Bu yasa; üniversitelerdeki öğrencilere, öğretmenlere ve diğer tüm çalışanlara yönelik ciddi bir saldırı niteliğindedir. Öyle ki; bu yasa öğrenciler ve çalışanlar aleyhinde, bir dava açmak için valiliğe ve üniversite dekanlarına olağanüstü bir baskı gücü devrediyor. 

Devlet bu yasayla, araştırma alanında araç ve maddi kaynakları sınırlandırmanın dışında, geçmişte öğrencilerin eylem ve işgallerle kazandığı hakları ellerinden almak istiyor.

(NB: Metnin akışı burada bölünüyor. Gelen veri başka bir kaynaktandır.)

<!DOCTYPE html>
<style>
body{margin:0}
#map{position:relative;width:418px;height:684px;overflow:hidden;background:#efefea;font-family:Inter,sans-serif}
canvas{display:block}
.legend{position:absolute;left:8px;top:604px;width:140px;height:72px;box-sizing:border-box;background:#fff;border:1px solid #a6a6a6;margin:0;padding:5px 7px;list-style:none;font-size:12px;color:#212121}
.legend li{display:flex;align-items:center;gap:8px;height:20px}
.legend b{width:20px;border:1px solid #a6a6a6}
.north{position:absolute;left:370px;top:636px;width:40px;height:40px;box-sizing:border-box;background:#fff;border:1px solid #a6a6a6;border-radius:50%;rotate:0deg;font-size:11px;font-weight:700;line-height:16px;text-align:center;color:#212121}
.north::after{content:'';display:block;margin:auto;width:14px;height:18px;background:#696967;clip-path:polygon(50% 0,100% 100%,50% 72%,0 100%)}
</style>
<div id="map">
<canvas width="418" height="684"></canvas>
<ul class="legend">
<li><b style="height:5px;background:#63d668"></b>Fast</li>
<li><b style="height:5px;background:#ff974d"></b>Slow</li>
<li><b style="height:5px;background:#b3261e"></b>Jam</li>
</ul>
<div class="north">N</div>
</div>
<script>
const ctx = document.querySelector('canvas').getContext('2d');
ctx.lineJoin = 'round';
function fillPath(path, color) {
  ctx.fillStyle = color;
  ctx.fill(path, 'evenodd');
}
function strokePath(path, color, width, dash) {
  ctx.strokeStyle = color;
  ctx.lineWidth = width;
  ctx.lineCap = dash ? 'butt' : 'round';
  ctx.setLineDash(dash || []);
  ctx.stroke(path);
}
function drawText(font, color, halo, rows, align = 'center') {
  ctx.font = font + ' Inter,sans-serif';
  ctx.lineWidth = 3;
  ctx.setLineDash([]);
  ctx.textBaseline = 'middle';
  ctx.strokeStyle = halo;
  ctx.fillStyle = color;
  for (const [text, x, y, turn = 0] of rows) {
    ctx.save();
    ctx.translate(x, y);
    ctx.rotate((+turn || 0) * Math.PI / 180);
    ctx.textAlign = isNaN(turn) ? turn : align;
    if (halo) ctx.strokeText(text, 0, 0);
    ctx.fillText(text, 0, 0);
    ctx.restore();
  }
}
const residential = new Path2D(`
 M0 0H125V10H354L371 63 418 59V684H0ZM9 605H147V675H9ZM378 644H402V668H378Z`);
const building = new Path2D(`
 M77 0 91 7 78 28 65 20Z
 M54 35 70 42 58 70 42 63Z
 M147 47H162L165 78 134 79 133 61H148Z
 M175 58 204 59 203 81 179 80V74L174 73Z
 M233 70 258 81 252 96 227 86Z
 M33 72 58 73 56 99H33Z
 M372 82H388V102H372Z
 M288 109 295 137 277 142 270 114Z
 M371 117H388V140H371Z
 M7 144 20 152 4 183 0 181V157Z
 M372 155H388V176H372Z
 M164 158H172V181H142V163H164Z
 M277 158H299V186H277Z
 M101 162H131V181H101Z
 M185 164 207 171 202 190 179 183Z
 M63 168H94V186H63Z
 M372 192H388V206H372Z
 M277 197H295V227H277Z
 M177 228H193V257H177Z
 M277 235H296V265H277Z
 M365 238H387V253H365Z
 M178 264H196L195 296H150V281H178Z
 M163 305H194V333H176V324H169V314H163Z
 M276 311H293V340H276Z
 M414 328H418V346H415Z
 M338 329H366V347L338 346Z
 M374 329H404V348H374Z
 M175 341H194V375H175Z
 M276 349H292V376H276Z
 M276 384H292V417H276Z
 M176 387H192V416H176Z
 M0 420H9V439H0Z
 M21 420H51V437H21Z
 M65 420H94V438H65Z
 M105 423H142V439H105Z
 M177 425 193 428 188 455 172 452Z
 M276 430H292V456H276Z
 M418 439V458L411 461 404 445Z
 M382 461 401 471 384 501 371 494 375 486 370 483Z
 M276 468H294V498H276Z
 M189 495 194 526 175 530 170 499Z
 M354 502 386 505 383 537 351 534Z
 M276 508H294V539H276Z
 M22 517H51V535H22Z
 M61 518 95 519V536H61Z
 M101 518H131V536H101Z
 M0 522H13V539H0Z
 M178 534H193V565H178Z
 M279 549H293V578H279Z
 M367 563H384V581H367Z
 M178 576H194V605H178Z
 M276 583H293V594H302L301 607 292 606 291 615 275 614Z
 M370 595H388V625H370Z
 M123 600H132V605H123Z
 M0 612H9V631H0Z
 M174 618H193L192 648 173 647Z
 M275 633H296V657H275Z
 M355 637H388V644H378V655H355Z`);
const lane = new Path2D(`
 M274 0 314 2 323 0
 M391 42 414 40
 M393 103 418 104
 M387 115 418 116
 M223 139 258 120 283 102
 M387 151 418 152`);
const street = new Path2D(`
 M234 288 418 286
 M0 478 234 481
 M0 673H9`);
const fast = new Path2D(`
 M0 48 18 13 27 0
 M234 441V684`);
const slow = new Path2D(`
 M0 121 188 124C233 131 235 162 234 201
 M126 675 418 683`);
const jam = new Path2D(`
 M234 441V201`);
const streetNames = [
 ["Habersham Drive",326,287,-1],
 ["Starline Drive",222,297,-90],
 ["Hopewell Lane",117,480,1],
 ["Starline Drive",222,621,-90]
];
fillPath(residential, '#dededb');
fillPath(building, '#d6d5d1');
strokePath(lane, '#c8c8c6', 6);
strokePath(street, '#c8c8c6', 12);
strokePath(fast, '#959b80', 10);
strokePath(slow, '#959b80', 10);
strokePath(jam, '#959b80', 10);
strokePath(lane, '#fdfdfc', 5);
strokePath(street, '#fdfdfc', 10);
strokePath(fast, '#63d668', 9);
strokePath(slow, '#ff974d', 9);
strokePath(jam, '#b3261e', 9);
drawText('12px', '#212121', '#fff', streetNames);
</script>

Gençliğin dinamizminden çekinen devlet, kampüsleri eylemlere fiili ve yasal olarak yasaklamayı hedefliyor.

Yasaya karşı tepkiler ve eylemler

Yasanın Ulusal Meclis’te tartışılmaya başlanmasıyla akademiden tepkiler ve eylemler gecikmemişti. 170 araştırmacı-profesör dijital greve çağırarak 13-17 Kasım tarihleri arasında “Siyah ekran” adı altında 5 günlük ekran kapatma eylemi yapmıştı.

17 Kasım’da, Paris’teki Sorbonne Üniversitesi önünde eylem gerçekleştirilmişti. 1.200 kişinin katıldığı eylemde yasadan sorumlu tutulan Bakan Vidal’in istifası da istenmişti. Kitle yürüyüş gerçekleştirmek isteyince, kolluk kuvvetleri üniversite önünü ablukaya alarak, yürüyüş olanağını engellemişti. Bu eylemin dışında ayrıca, 24 Kasım’da Paris başta olmak üzere, Rennes, Toulouse, Strasbourg, Lyon, Brest, Orléans, Nice, Lille, Rouen, Montpellier, Nancy, Grenoble, Poitiers, Saint-Etienne, Nantes, Avignon ve Angers’de de eylemler gerçekleştirildi.

Saldırı yasaları gösterilen tepki ve kitlesel mücadeleyle geri çektirilmiş olsa da Macron yönetimi yasaları “yeniden yazarak” bir kez daha gündeme getirecek. Ülke çapındaki mücadelenin izleyeceği seyir, bu saldırı yasalarının hayata geçirilip geçirilmeyeceğini belirleyecek.